→ **AVAILABLE DATA**
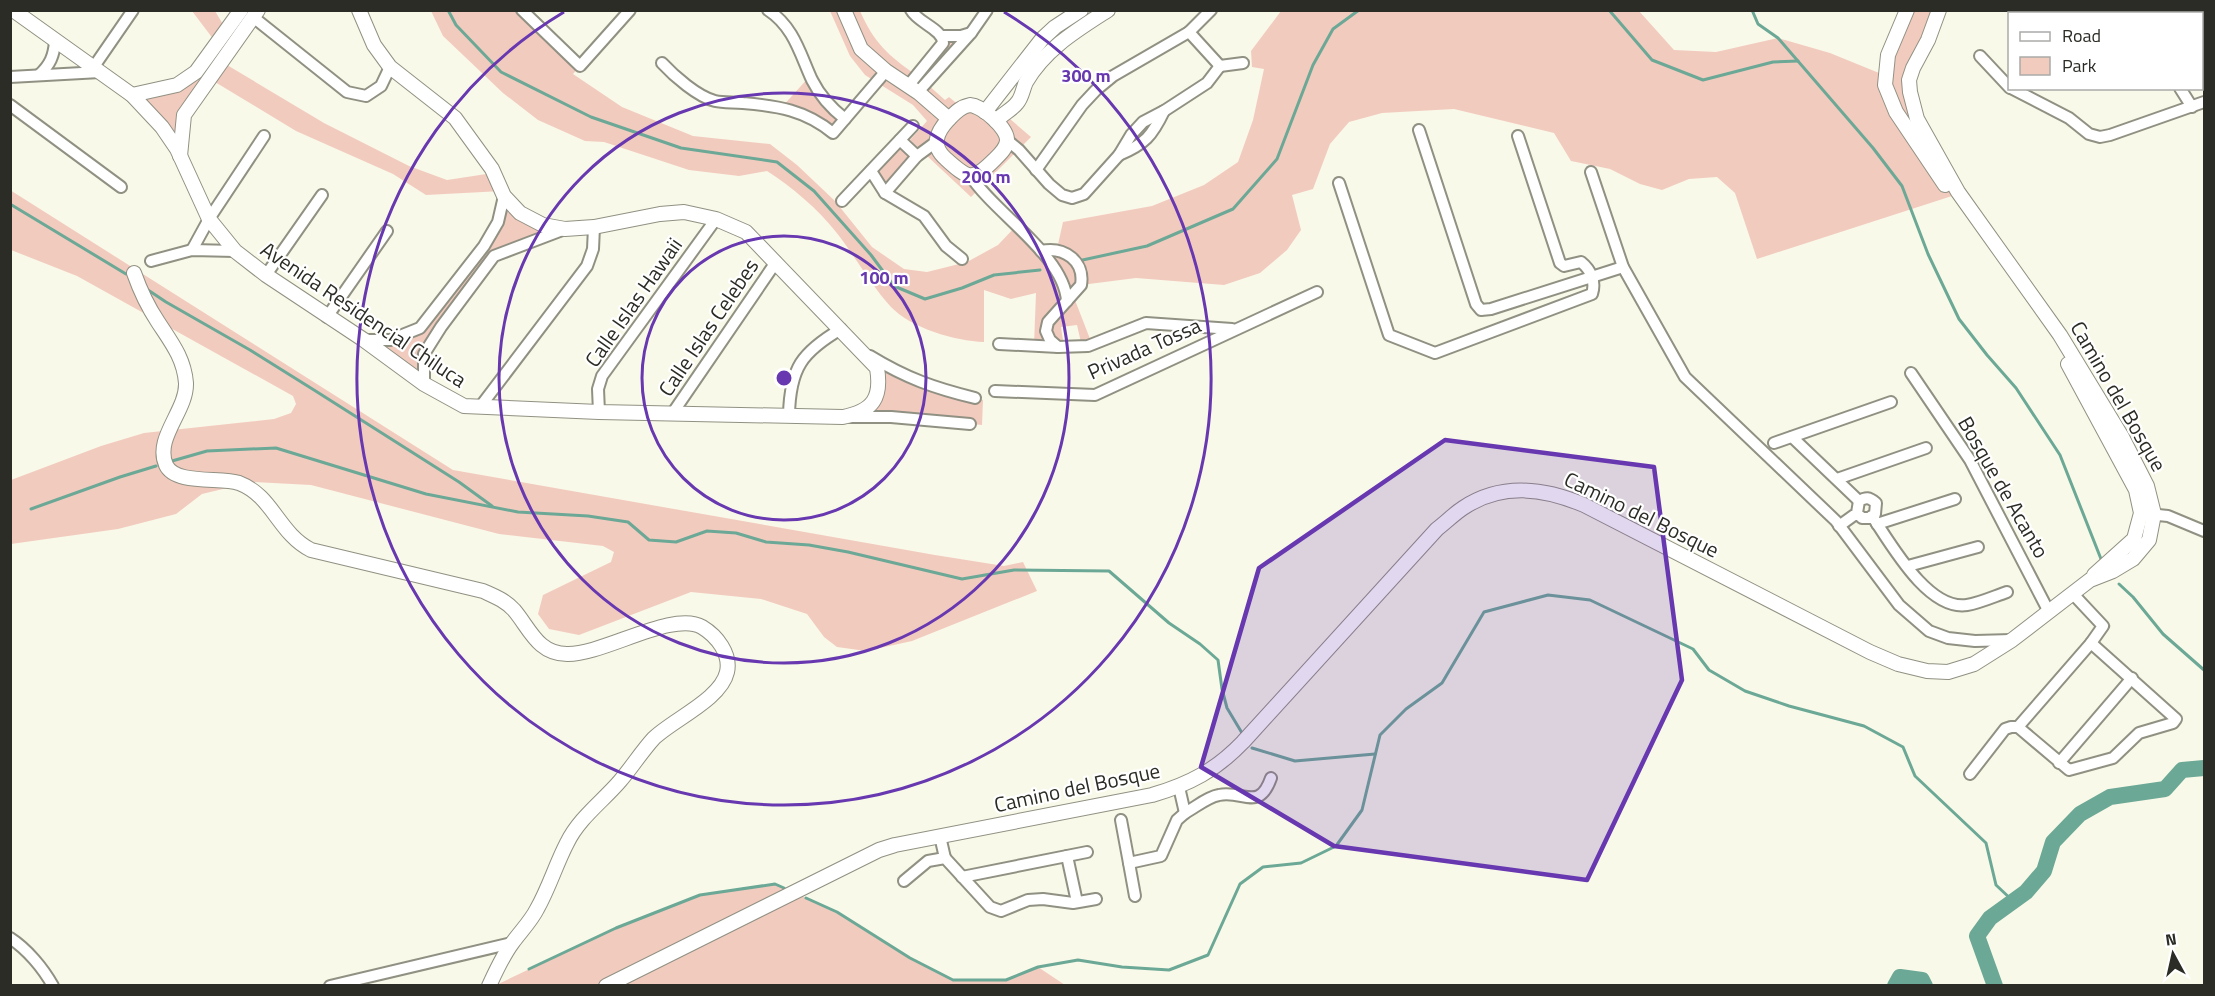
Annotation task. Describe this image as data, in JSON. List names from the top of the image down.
{
  "streets": {
    "street": [
      "Calle Islas Hawaii",
      "Avenida Residencial Chiluca",
      "Calle Islas Celebes",
      "Privada Tossa",
      "Camino del Bosque",
      "Bosque de Acanto"
    ]
  },
  "crossings": [
    ["Calle Islas Hawaii", "Avenida Residencial Chiluca"],
    ["Avenida Residencial Chiluca", "Calle Islas Celebes"],
    ["Camino del Bosque", "Bosque de Acanto"]
  ],
  "legend": ["Road", "Park"],
  "north": "top",
  "rings": ["300 m", "200 m", "100 m"]
}
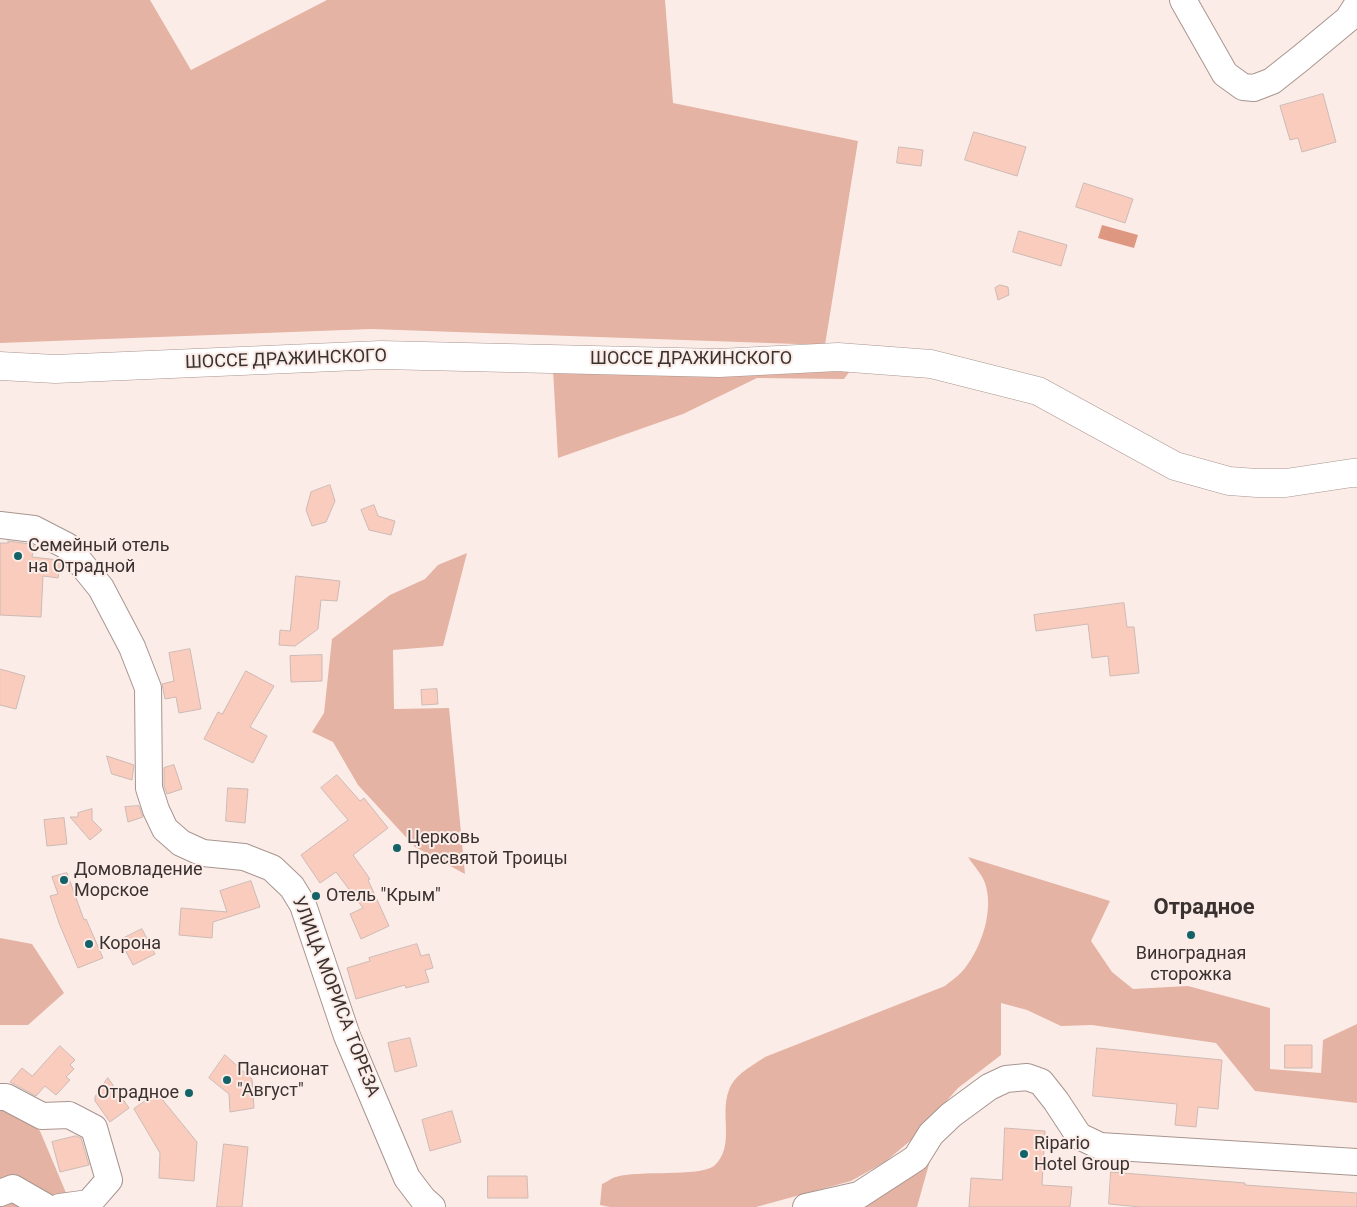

→ **WHAT YOU HAVE TO DO**
The entries should be printed again exactly as written, leaving all pictures out.

→ **REPLY**
Annotation task. Describe this image as data, in JSON. List names from the top of the image down.
{
  "streets": {
    "street": [
      "Calle Islas Hawaii",
      "Avenida Residencial Chiluca",
      "Calle Islas Celebes",
      "Privada Tossa",
      "Camino del Bosque",
      "Bosque de Acanto"
    ]
  },
  "crossings": [
    ["Calle Islas Hawaii", "Avenida Residencial Chiluca"],
    ["Avenida Residencial Chiluca", "Calle Islas Celebes"],
    ["Camino del Bosque", "Bosque de Acanto"]
  ],
  "legend": ["Road", "Park"],
  "north": "top",
  "rings": ["300 m", "200 m", "100 m"]
}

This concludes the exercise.